The keys id and title should always be passed as a minimum. The id is used for the plot name when exporting. If left unset, the Plot Export panel will call the filename mqc_hcplot_gtucwirdzx.png (with some other random string). Plots should always have titles, especially as they can stand by themselves when exported. The title should have the format Modulename: Plot Name

Switching datasets

It's possible to have single plot with buttons to switch between different datasets. To do this, give a list of data objects (same formats as described above). Also add the following config options to supply names to the buttons:

config = {
    'data_labels': ['Reads', 'Bases']
}

You can also customise the y-axis label and min/max values for each dataset:

config = {
    'data_labels': [
        {'name': 'Reads', 'ylab': 'Number of Reads'},
        {'name': 'Bases', 'ylab': 'Number of Base Pairs', 'ymax':100}
    ]
}

If supplying multiple datasets, you can also supply a list of category objects. Make sure that they are in the same order as the data.

Categories should contain data keys, so if you're supplying a list of two datasets, you should supply a list of two sets of keys for the categories. MultiQC will try to guess categories from the data keys if categories are missing.

For example, with two datasets supplied as above:

cats = [
    ['aligned_reads','unaligned_reads'],
    ['aligned_base_pairs','unaligned_base_pairs'],
]

Or with additional customisation such as name and colour:

from collections import OrderedDict
cats = [OrderedDict(), OrderedDict()]
cats[0]['aligned_reads'] =        {'name': 'Aligned Reads',        'color': '#8bbc21'}
cats[0]['unaligned_reads'] =      {'name': 'Unaligned Reads',      'color': '#f7a35c'}
cats[1]['aligned_base_pairs'] =   {'name': 'Aligned Base Pairs',   'color': '#8bbc21'}
cats[1]['unaligned_base_pairs'] = {'name': 'Unaligned Base Pairs', 'color': '#f7a35c'}

Interactive / Flat image plots

Note that the bargraph.plot() function can generate both interactive JavaScript (HighCharts) powered report plots and flat image plots made using MatPlotLib. This choice is made within the function based on config variables such as number of dataseries and command line flags.

Note that both plot types should come out looking pretty much identical. If you spot something that's missing in the flat image plots, let me know.

Line graphs

This base function works much like the above, but for two-dimensional data, to produce line graphs. It expects a dictionary in the following format:

from multiqc.plots import linegraph
data = {
    'sample 1': {
        '<x val 1>': '<y val 1>',
        '<x val 2>': '<y val 2>',
    },
    'sample 2': {
        '<x val 1>': '<y val 1>',
        '<x val 2>': '<y val 2>',
    }
}
html_content = linegraph.plot(data)

Additionally, a config dict can be supplied.
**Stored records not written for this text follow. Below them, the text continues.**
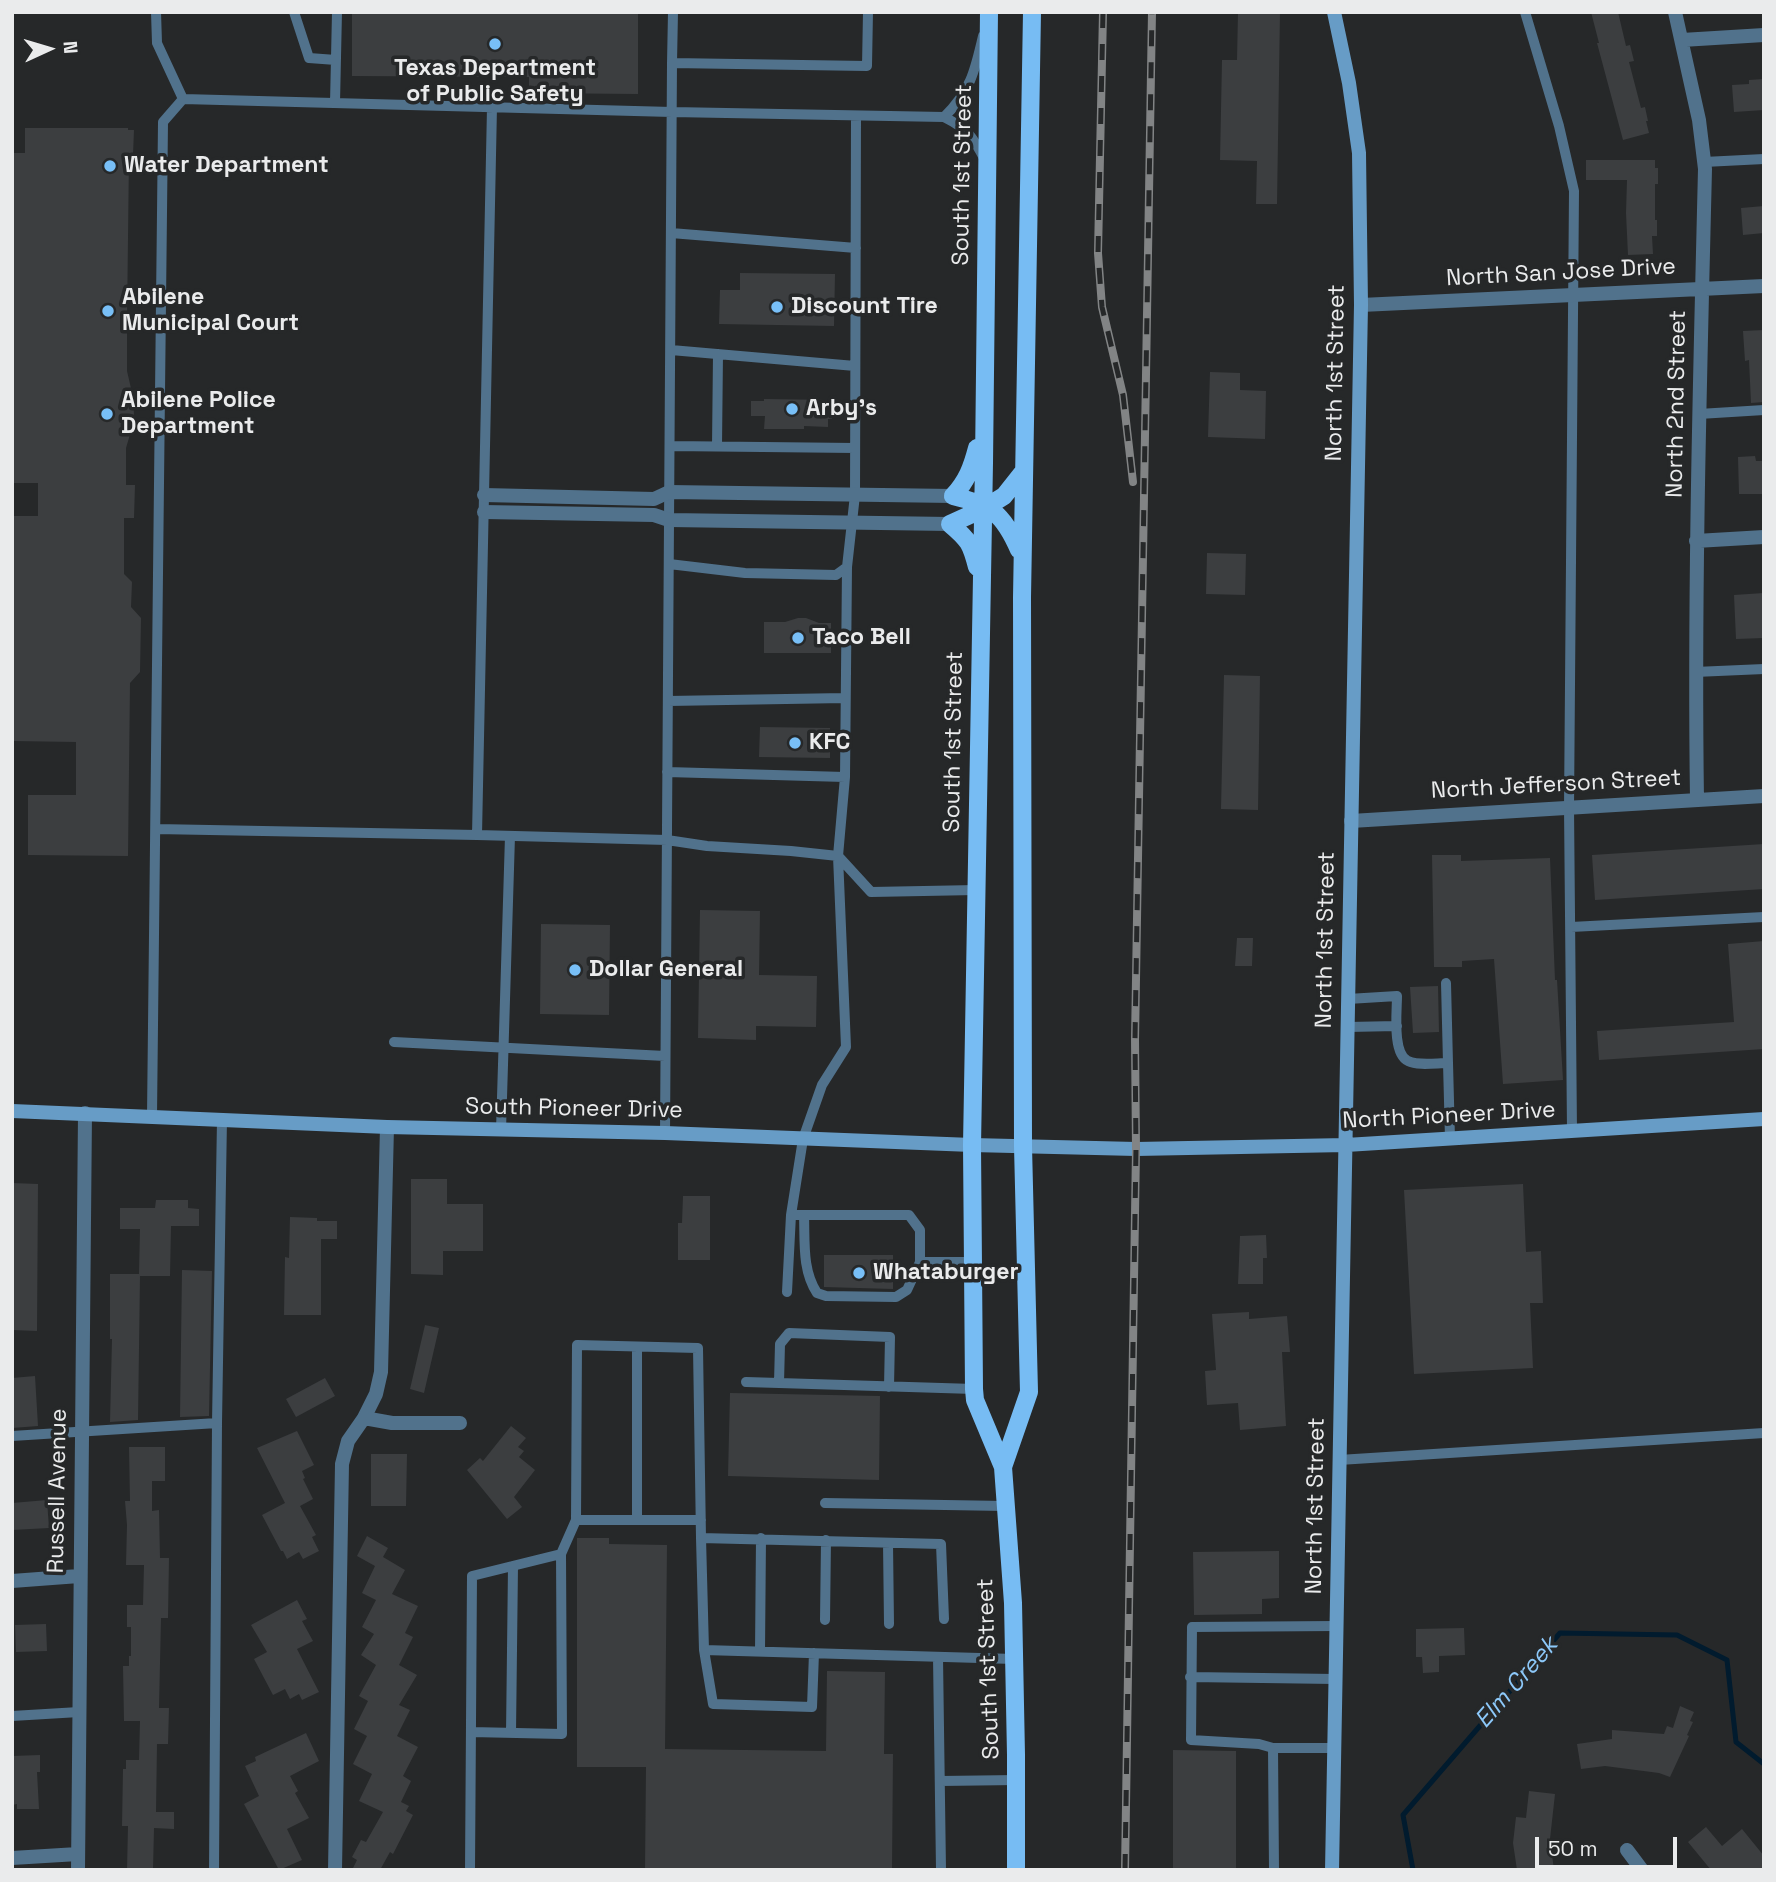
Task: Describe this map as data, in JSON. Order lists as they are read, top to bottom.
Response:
{
  "streets": {
    "main road": [
      "South 1st Street",
      "North 1st Street",
      "South Pioneer Drive",
      "North Pioneer Drive"
    ],
    "street": [
      "North San Jose Drive",
      "North 2nd Street",
      "North Jefferson Street",
      "Russell Avenue"
    ]
  },
  "crossings": [
    ["South 1st Street", "South Pioneer Drive"],
    ["North San Jose Drive", "North 1st Street"],
    ["North San Jose Drive", "North 2nd Street"],
    ["North 1st Street", "North Jefferson Street"],
    ["North 1st Street", "North Pioneer Drive"],
    ["North 2nd Street", "North Jefferson Street"],
    ["South Pioneer Drive", "North Pioneer Drive"],
    ["South Pioneer Drive", "Russell Avenue"]
  ],
  "water": ["Elm Creek"],
  "places": [
    "Texas Department of Public Safety",
    "Water Department",
    "Discount Tire",
    "Abilene Municipal Court",
    "Arby's",
    "Abilene Police Department",
    "Taco Bell",
    "KFC",
    "Dollar General",
    "Whataburger"
  ],
  "scale_bar": "50 m",
  "north": "right"
}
The defaults are as follows:

from multiqc.plots import linegraph
config = {
    # Building the plot
    'smooth_points': None,       # Supply a number to limit number of points / smooth data
    'smooth_points_sumcounts': True, # Sum counts in bins, or average? Can supply list for multiple datasets
    'id': '<random string>',     # HTML ID used for plot
    'categories': False,         # Set to True to use x values as categories instead of numbers.
    'colors': dict()             # Provide dict with keys = sample names and values colours
    'extra_series': None,        # See section below
    # Plot configuration
    'title': None,               # Plot title
    'xlab': None,                # X axis label
    'ylab': None,                # Y axis label
    'xCeiling': None,            # Maximum value for automatic axis limit (good for percentages)
    'xFloor': None,              # Minimum value for automatic axis limit
    'xMinRange': None,           # Minimum range for axis
    'xmax': None,                # Max x limit
    'xmin': None,                # Min x limit
    'xLog': False,               # Use log10 x axis?
    'xDecimals': True,           # Set to false to only show integer labels
    'yCeiling': None,            # Maximum value for automatic axis limit (good for percentages)
    'yFloor': None,              # Minimum value for automatic axis limit
    'yMinRange': None,           # Minimum range for axis
    'ymax': None,                # Max y limit
    'ymin': None,                # Min y limit
    'yLog': False,               # Use log10 y axis?
    'yDecimals': True,           # Set to false to only show integer labels
    'yPlotBands': None,          # Highlighted background bands. See http://api.highcharts.com/highcharts#yAxis.plotBands
    'xPlotBands': None,          # Highlighted background bands. See http://api.highcharts.com/highcharts#xAxis.plotBands
    'yPlotLines': None,          # Highlighted background lines. See http://api.highcharts.com/highcharts#yAxis.plotLines
    'xPlotLines': None,          # Highlighted background lines. See http://api.highcharts.com/highcharts#xAxis.plotLines
    'xLabelFormat': '{value}',   # Format string for the axis labels
    'yLabelFormat': '{value}',   # Format string for the axis labels
    'tt_label': '{point.x}: {point.y:.2f}', # Use to customise tooltip label, eg. '{point.x} base pairs'
    'pointFormat': None,         # Replace the default HTML for the entire tooltip label
    'click_func': function(){},  # Javascript function to be called when a point is clicked
    'cursor': None               # CSS mouse cursor type. Defaults to pointer when 'click_func' specified
    'reversedStacks': False      # Reverse the order of the category stacks. Defaults True for plots with Log10 option
}
html_content = linegraph.plot(data, config)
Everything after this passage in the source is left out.